Exercise material:
>>>
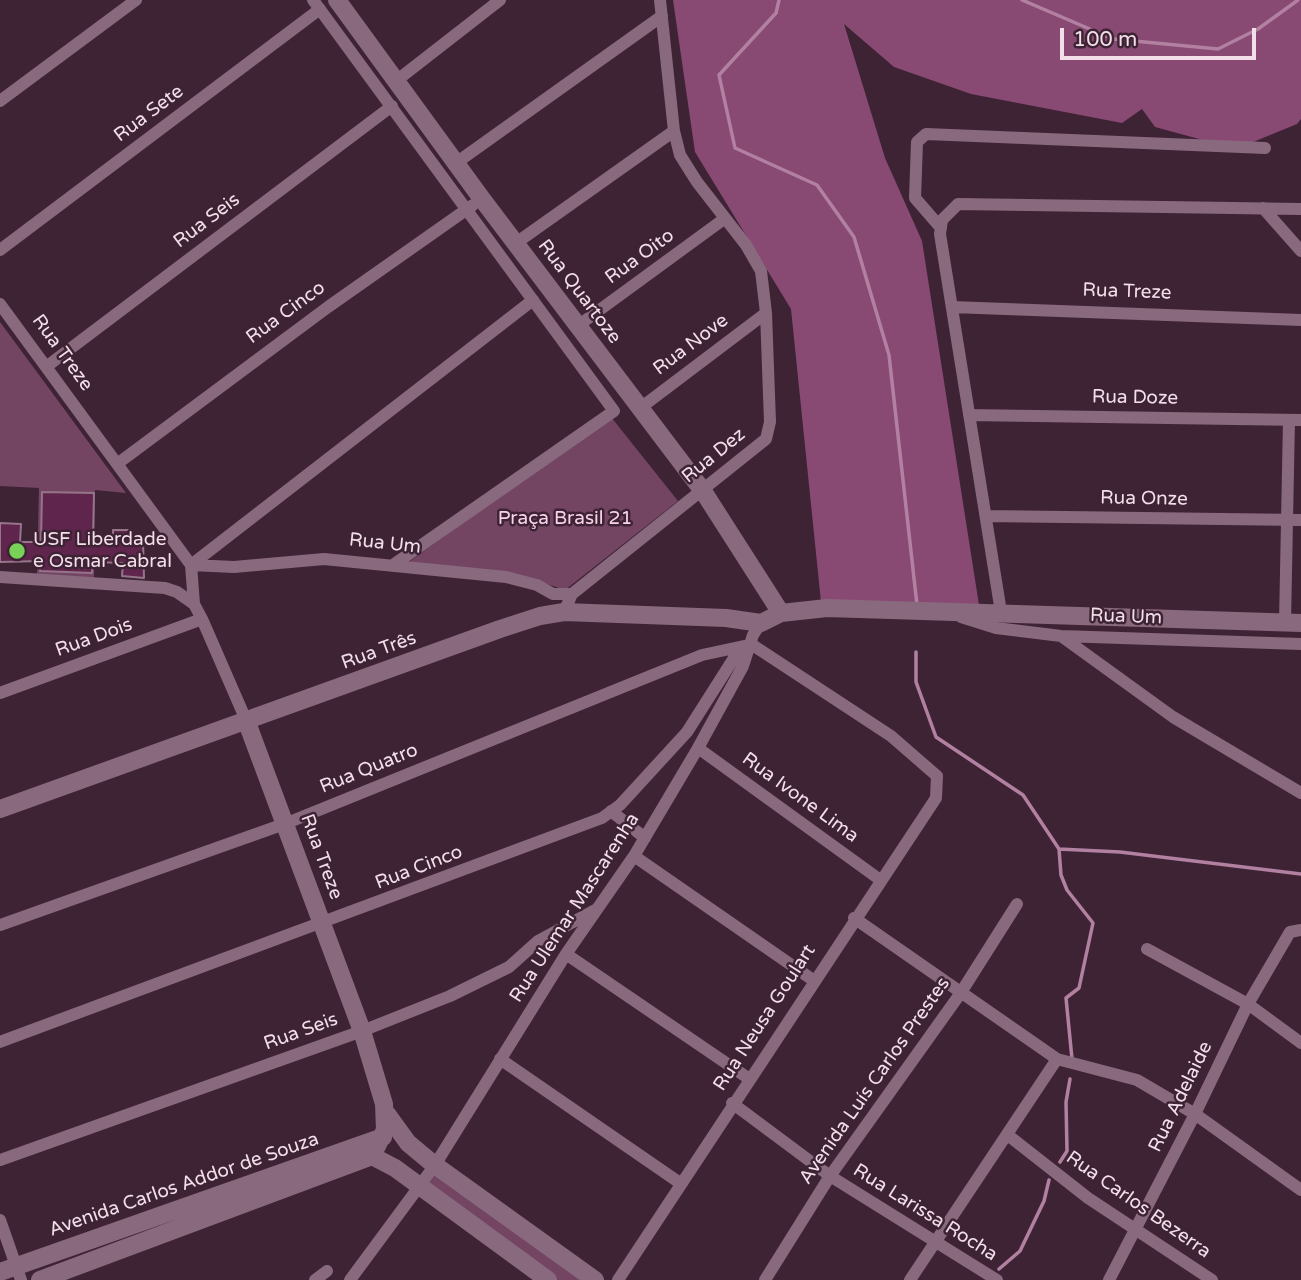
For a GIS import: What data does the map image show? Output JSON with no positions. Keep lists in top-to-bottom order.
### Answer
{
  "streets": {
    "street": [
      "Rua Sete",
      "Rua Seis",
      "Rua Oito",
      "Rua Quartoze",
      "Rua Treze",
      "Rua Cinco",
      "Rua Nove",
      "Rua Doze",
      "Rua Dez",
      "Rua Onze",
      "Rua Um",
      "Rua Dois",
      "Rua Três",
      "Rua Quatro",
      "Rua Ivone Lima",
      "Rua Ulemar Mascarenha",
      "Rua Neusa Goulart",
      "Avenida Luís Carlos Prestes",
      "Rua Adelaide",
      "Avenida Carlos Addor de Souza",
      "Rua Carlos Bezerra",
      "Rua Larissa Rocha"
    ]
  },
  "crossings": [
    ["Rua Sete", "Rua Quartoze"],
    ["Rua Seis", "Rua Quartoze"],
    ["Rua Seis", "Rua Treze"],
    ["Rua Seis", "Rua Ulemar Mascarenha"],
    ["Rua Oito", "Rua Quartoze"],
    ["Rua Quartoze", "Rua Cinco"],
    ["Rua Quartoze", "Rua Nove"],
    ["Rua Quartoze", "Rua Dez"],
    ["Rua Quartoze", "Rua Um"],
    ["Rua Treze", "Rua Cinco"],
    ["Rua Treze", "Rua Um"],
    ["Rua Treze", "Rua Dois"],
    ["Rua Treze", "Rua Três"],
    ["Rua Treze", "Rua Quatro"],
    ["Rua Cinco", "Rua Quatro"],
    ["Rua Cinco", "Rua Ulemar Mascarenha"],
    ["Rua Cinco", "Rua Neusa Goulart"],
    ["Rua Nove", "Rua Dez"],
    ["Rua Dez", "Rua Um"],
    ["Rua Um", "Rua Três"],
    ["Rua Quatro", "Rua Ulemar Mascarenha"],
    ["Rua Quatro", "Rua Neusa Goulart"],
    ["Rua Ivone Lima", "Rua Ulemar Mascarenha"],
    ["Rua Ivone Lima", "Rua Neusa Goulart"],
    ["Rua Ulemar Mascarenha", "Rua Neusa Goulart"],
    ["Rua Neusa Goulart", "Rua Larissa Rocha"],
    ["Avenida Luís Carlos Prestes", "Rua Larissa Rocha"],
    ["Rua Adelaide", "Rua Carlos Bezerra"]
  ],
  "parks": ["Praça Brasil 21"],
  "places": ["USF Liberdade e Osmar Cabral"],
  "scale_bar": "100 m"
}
<<<
Problem statement:
Report only a number: how many lines in the material above contain the string "Lima".

Output of the task:
3